Our study is one of the first conducted on the psychological impact of COVID-19 in Latin America. Socioeconomic and cultural factors may have influenced our results. Management of COVID-19 is more complicated in the context of a limited health system, a large proportion of the population living in poverty, or with underlying conditions such as diabetes and hypertension.13 In Mexico, guidance was issued on emotional care at a distance during COVID-19,26 such as accompaniment during grief and special situations during the pandemic.27 Our findings are novel because they allow us to identify the groups at the highest risk of stress, leading to targeted psychological interventions.

Limitations

A limitation of the study is the non-random sampling. The results do not reflect the most vulnerable sectors of Mexico, but instead, university staff and students. Secondly, this cross-sectional and anonymous study does not ensure follow-up of the same sample to measure changes in levels of psychological distress at more advanced stages of the health emergency; when more cases are detected, and when the economic havoc that the prevention measures have generated become apparent.

Another limitation is that we did not evaluate the psychological distress of the participants before the pandemic. Although, the IES-R orients the questions to the specific event of interest.

Finally, the results show greater participation of women than men, and although the appropriate statistical analysis was applied, it is prudent to take into account this bias in the interpretation of the higher risk of psychological distress in women.

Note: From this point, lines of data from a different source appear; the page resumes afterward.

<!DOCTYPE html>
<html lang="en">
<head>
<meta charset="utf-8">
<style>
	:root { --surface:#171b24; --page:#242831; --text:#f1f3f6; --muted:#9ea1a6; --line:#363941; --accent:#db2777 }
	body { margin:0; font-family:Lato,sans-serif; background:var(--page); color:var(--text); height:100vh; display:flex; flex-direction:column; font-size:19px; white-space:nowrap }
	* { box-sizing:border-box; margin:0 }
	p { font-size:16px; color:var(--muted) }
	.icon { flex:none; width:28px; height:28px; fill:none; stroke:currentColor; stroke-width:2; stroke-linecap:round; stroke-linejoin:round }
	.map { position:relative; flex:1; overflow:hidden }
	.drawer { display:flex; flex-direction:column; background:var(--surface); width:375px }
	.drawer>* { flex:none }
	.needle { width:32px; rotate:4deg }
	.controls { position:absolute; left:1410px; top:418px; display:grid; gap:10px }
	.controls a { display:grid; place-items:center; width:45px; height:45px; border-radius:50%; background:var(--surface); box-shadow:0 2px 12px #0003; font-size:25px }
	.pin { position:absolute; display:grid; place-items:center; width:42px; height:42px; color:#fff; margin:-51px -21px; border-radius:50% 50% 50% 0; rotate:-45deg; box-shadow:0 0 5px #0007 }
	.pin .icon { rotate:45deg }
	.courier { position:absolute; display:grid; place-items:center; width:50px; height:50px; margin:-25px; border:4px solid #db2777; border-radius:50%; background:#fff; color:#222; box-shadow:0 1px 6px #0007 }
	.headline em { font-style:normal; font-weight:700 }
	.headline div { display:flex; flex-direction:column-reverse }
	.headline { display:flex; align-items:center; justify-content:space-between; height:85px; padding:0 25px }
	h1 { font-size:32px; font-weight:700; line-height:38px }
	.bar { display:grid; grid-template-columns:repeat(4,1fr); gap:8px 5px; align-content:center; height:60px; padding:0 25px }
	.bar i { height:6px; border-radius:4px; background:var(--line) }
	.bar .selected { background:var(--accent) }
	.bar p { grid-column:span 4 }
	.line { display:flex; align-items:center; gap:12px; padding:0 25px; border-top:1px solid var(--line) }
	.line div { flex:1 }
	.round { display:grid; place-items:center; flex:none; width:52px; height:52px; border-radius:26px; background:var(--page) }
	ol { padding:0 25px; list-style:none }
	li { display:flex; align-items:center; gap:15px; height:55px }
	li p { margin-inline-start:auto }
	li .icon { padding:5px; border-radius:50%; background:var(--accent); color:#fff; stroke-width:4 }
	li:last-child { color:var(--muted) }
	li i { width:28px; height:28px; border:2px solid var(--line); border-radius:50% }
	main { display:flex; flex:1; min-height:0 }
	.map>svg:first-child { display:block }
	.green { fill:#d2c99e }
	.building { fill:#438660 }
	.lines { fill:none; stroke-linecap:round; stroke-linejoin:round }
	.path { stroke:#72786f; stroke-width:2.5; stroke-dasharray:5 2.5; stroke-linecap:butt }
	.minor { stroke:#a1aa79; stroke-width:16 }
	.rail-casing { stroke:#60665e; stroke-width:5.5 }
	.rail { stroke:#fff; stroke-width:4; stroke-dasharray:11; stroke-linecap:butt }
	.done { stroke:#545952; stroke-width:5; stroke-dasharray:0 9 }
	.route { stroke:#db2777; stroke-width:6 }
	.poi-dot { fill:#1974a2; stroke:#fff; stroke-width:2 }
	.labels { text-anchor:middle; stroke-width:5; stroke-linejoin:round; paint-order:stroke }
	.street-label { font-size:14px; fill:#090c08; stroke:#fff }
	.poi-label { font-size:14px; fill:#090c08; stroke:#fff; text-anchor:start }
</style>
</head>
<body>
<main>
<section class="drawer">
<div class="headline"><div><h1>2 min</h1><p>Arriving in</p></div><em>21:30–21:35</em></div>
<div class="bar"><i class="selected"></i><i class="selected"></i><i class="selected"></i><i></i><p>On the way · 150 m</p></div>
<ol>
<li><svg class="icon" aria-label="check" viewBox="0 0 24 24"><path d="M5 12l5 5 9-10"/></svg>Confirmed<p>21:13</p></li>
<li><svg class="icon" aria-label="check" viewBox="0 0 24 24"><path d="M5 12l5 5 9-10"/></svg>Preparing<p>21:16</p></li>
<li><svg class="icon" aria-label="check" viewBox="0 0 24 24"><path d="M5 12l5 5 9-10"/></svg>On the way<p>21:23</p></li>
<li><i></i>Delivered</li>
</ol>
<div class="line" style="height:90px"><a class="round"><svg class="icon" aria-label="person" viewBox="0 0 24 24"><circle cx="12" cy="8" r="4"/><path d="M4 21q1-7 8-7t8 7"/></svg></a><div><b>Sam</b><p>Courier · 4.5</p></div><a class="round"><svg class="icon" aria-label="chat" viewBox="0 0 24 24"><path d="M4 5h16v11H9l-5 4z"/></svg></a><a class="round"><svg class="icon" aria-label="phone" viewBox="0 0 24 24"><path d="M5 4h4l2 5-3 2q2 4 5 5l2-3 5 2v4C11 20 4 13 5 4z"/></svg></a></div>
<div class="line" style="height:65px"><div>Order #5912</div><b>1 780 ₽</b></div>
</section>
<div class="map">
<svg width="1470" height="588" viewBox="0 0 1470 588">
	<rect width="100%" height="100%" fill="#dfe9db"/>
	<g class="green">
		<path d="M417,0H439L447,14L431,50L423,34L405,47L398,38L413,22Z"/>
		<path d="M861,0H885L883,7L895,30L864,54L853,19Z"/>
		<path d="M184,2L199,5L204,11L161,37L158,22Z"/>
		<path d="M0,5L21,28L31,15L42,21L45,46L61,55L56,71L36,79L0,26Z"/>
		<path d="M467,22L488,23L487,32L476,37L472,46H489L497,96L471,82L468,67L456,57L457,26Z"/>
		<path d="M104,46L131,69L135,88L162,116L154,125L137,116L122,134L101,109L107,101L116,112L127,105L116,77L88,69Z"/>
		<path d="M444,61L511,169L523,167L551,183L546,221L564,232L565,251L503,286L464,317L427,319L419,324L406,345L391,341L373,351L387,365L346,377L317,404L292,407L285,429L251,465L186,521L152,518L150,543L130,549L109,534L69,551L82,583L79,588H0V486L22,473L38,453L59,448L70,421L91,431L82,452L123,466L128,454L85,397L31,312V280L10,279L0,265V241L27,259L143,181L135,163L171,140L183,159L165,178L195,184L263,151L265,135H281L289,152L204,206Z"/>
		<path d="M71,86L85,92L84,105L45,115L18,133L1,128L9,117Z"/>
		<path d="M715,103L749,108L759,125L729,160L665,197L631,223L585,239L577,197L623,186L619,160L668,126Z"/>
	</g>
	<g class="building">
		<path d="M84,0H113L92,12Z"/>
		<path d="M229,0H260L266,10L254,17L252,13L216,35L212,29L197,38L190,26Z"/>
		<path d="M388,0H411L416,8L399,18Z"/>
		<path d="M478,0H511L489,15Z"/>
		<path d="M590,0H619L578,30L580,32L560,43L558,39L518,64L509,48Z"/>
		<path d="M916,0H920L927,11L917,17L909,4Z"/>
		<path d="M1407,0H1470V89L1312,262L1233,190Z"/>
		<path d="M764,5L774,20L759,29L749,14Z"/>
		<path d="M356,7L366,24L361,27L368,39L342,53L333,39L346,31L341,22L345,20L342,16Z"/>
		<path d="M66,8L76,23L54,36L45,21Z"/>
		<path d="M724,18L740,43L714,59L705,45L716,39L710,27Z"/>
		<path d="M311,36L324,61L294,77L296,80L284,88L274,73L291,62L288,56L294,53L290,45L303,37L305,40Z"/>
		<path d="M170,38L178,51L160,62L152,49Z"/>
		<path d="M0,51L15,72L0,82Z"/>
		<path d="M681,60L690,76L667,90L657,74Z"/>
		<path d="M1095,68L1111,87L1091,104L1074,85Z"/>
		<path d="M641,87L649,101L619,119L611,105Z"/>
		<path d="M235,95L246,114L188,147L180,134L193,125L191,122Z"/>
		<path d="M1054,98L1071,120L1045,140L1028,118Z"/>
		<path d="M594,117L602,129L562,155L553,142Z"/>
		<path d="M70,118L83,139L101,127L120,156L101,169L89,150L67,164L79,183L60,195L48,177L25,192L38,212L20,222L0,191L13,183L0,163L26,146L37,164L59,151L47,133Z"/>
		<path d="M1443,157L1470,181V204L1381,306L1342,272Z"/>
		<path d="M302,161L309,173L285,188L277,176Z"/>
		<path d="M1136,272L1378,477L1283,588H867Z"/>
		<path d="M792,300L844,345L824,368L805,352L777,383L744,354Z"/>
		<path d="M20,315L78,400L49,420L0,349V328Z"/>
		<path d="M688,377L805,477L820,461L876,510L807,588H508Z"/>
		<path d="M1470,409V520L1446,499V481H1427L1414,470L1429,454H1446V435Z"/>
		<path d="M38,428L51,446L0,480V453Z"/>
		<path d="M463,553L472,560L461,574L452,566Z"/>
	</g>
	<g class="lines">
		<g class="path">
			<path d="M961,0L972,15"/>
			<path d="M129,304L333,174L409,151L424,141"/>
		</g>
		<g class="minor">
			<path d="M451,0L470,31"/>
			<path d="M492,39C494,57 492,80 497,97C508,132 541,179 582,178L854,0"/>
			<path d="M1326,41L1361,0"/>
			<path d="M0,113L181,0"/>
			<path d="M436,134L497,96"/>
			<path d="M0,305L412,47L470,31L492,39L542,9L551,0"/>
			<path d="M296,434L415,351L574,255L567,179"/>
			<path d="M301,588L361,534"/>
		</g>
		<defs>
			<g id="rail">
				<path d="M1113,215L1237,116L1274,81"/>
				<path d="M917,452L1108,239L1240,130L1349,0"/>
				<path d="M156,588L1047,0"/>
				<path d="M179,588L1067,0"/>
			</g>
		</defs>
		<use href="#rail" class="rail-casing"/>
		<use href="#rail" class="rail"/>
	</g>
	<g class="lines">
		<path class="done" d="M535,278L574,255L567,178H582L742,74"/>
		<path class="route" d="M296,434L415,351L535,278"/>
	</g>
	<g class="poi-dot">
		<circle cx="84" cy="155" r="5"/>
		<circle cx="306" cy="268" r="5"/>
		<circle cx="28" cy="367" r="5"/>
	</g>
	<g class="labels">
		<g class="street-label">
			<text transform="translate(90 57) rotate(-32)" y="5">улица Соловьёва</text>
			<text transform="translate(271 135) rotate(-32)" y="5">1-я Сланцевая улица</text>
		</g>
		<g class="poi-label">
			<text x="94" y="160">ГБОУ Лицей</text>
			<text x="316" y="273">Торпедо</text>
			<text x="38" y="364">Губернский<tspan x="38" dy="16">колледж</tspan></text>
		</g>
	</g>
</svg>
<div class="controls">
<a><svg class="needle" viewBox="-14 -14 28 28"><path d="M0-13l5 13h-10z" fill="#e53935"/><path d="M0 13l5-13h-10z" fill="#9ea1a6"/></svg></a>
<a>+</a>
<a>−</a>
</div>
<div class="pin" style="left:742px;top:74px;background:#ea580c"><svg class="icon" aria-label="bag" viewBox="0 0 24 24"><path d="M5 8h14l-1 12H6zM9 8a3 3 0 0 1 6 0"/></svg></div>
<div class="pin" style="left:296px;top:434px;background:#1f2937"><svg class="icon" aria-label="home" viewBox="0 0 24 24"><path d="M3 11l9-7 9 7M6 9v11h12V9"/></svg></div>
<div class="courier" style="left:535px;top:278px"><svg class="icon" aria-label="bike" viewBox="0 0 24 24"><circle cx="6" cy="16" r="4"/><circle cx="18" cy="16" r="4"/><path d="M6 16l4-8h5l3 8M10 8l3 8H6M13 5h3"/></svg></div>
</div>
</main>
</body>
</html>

Despite the above limitations, this study provides invaluable information about psychological distress during the initials phase of the health emergency presented by COVID-19 in Mexico and guides us towards the groups that are potentially most vulnerable for future interventions.

Conclusion

During the second phase of the COVID-19 pandemic, almost 30% of the Mexican sample presented with clinically significant symptoms of post-traumatic stress. Considering the number of participants surveyed, we consider this to be a relatively high number. Avoidance was the most common symptom of post-traumatic stress, and included denial of the meanings and consequence of the event, blunted sensation and awareness of emotional numbness.28 Based on these findings, we consider that mental health strategies should address the acceptance of the current situation of the pandemic in the population, such as reducing symptoms of post-traumatic stress in general. Strategies could include providing psychoeducation, in addition to psychological techniques for emotional management.

From our results, we can identify the groups with the most significant risk of stress. We consider it essential to orient interventions in mental health to these at-risk groups. Moreover, providing evidence for these at-risk groups may promote their inclusion in health policy.

It is essential to reiterate that we conducted our study during only the second phase of the pandemic. We recommend that studies continue to assess mental health throughout the pandemic, to identify the changes that may occur in the post-traumatic stress incidence of the Mexican population.

Disclosure

The authors report no conflicts of interest in this work.